*Requirement*
Go through the records below and copy out every line holding "position".

*Dataset entries*
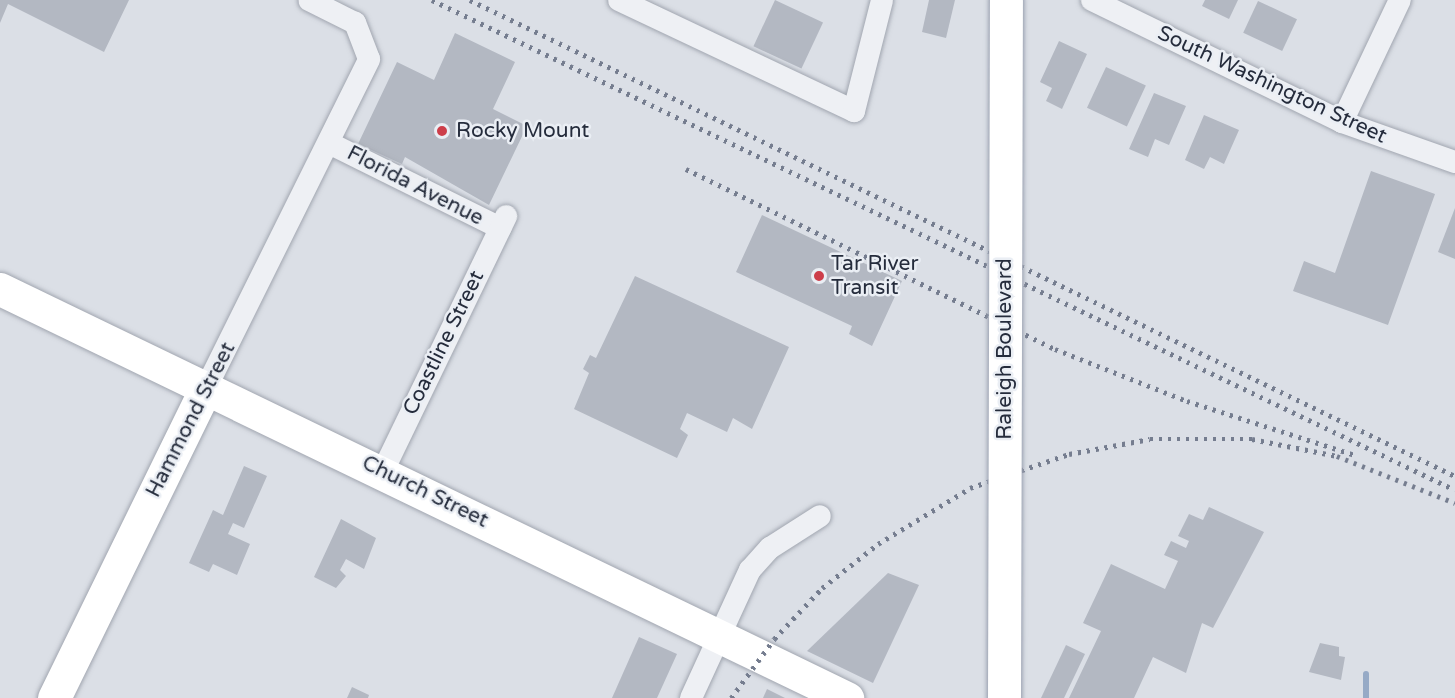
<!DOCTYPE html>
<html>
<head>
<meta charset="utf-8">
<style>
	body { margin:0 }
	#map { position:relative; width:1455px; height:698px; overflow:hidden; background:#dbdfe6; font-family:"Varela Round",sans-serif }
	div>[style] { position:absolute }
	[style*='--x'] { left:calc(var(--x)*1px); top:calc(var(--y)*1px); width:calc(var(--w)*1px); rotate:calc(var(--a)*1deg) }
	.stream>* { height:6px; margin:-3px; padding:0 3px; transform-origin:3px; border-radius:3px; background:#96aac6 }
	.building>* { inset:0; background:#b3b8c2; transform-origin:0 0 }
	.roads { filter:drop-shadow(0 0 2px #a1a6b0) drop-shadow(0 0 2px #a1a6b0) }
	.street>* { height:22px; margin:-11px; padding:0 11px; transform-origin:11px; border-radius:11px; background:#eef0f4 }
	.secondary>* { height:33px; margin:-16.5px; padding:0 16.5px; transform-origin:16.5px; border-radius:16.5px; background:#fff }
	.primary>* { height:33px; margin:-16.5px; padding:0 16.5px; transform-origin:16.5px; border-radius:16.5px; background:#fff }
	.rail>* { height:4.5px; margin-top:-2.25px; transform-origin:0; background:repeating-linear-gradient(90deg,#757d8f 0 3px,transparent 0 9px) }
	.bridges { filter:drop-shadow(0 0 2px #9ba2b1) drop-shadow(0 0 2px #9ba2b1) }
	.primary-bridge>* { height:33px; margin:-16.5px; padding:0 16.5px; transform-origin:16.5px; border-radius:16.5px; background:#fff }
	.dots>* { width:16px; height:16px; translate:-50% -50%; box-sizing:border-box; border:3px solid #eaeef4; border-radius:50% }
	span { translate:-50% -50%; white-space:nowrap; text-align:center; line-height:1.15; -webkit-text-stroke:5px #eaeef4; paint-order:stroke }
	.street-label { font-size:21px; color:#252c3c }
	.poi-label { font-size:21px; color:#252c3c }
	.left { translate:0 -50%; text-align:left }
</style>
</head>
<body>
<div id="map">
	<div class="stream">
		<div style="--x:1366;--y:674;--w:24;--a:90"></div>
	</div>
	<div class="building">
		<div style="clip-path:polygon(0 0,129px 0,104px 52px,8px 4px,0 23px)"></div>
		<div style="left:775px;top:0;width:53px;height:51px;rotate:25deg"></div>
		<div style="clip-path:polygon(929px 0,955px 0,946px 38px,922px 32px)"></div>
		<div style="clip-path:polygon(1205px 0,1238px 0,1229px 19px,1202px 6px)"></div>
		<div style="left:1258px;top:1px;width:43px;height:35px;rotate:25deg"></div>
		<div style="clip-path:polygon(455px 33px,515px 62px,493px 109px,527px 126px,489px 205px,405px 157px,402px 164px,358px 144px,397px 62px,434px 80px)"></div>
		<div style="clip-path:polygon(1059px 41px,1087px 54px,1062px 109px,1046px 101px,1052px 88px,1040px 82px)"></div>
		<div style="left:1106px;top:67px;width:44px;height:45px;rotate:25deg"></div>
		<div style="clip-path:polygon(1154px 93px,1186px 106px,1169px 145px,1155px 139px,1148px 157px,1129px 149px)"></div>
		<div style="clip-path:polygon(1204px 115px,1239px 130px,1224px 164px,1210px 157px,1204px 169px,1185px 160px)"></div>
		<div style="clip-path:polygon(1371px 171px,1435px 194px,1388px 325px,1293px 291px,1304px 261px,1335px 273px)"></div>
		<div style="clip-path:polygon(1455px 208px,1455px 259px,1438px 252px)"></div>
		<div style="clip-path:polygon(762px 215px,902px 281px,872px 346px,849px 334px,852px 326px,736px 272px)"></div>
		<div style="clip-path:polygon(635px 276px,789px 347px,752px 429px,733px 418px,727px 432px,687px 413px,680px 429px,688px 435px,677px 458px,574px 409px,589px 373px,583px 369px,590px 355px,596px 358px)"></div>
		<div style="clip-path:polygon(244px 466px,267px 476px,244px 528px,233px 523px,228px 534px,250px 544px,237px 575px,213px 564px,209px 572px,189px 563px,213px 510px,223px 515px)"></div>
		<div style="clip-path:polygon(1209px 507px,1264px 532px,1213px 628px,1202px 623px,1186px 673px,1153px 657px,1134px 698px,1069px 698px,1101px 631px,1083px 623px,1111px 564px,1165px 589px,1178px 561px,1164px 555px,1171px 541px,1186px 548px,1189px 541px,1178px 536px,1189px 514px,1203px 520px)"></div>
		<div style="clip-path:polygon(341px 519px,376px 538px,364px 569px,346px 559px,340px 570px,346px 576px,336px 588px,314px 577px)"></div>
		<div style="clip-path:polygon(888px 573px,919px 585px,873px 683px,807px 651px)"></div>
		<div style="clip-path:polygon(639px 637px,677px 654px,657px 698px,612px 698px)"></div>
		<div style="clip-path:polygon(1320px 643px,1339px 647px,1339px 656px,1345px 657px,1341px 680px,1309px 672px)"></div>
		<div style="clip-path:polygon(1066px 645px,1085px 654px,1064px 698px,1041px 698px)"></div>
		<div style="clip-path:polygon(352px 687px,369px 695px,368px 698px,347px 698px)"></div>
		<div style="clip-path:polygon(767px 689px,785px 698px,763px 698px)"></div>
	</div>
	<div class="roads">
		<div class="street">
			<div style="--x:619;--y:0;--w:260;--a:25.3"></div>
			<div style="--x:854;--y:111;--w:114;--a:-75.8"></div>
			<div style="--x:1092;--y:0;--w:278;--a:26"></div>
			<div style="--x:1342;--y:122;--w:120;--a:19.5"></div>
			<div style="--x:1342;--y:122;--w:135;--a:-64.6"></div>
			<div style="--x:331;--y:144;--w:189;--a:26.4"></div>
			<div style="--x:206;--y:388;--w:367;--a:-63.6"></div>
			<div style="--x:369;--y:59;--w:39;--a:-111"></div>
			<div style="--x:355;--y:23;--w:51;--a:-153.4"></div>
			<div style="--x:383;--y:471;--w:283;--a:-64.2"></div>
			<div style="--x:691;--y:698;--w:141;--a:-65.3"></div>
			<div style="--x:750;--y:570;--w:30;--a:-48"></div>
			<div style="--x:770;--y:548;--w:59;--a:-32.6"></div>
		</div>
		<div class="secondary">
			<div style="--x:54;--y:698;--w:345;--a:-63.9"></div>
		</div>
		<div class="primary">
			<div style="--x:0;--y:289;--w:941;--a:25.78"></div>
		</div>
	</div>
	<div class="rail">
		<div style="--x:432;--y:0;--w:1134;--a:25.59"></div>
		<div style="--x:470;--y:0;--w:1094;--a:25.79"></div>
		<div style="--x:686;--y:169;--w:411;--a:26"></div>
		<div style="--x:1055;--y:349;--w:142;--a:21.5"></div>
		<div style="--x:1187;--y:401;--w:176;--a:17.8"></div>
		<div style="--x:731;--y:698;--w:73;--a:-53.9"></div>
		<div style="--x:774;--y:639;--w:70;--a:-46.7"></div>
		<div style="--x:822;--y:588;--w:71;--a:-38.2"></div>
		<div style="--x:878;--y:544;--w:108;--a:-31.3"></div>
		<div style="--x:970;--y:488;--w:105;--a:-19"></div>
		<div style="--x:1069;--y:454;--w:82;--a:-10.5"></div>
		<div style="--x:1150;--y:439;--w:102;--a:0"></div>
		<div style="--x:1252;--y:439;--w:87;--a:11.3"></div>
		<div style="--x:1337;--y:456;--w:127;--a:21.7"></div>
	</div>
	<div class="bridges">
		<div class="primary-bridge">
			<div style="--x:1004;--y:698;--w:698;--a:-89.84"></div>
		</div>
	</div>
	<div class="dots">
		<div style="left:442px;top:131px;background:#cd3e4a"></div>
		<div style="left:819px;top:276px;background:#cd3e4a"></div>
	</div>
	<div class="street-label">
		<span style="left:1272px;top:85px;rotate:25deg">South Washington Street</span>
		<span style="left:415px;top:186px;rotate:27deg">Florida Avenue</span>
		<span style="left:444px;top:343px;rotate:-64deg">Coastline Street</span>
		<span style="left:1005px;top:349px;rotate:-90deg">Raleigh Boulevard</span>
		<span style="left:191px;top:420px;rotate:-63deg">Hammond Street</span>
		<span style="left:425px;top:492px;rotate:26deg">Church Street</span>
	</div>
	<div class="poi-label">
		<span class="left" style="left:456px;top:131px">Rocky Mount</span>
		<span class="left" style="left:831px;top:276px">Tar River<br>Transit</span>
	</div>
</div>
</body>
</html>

*Result for this exercise*
	#map { position:relative; width:1455px; height:698px; overflow:hidden; background:#dbdfe6; font-family:"Varela Round",sans-serif }
	div>[style] { position:absolute }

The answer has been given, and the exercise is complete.